- [Goal of the exercise]: For each line below, return an exact copy.

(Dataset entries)
=== Begin Enclosure ===

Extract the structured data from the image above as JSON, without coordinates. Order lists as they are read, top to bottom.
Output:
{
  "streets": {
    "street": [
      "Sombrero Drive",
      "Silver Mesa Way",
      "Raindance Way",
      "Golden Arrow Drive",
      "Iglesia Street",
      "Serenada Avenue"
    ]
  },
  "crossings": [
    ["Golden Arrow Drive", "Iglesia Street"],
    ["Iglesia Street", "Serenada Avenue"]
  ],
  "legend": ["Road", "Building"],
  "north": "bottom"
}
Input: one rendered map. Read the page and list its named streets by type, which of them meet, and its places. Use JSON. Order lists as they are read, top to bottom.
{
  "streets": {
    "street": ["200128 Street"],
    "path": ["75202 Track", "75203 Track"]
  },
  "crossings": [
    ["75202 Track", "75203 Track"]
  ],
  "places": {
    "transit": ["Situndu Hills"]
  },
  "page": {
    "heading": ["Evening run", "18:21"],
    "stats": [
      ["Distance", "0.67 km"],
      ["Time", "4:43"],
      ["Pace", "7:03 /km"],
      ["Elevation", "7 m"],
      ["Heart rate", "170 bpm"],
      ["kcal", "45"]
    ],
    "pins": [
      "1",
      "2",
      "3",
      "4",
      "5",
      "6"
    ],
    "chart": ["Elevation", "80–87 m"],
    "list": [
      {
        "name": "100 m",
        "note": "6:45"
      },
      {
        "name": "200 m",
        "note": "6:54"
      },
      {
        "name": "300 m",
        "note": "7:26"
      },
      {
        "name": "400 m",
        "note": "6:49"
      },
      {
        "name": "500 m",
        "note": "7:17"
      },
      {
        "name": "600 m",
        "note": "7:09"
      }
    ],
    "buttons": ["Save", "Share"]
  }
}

=== End Enclosure ===

- [Response below]:
Extract the structured data from the image above as JSON, without coordinates. Order lists as they are read, top to bottom.
Output:
{
  "streets": {
    "street": [
      "Sombrero Drive",
      "Silver Mesa Way",
      "Raindance Way",
      "Golden Arrow Drive",
      "Iglesia Street",
      "Serenada Avenue"
    ]
  },
  "crossings": [
    ["Golden Arrow Drive", "Iglesia Street"],
    ["Iglesia Street", "Serenada Avenue"]
  ],
  "legend": ["Road", "Building"],
  "north": "bottom"
}
Input: one rendered map. Read the page and list its named streets by type, which of them meet, and its places. Use JSON. Order lists as they are read, top to bottom.
{
  "streets": {
    "street": ["200128 Street"],
    "path": ["75202 Track", "75203 Track"]
  },
  "crossings": [
    ["75202 Track", "75203 Track"]
  ],
  "places": {
    "transit": ["Situndu Hills"]
  },
  "page": {
    "heading": ["Evening run", "18:21"],
    "stats": [
      ["Distance", "0.67 km"],
      ["Time", "4:43"],
      ["Pace", "7:03 /km"],
      ["Elevation", "7 m"],
      ["Heart rate", "170 bpm"],
      ["kcal", "45"]
    ],
    "pins": [
      "1",
      "2",
      "3",
      "4",
      "5",
      "6"
    ],
    "chart": ["Elevation", "80–87 m"],
    "list": [
      {
        "name": "100 m",
        "note": "6:45"
      },
      {
        "name": "200 m",
        "note": "6:54"
      },
      {
        "name": "300 m",
        "note": "7:26"
      },
      {
        "name": "400 m",
        "note": "6:49"
      },
      {
        "name": "500 m",
        "note": "7:17"
      },
      {
        "name": "600 m",
        "note": "7:09"
      }
    ],
    "buttons": ["Save", "Share"]
  }
}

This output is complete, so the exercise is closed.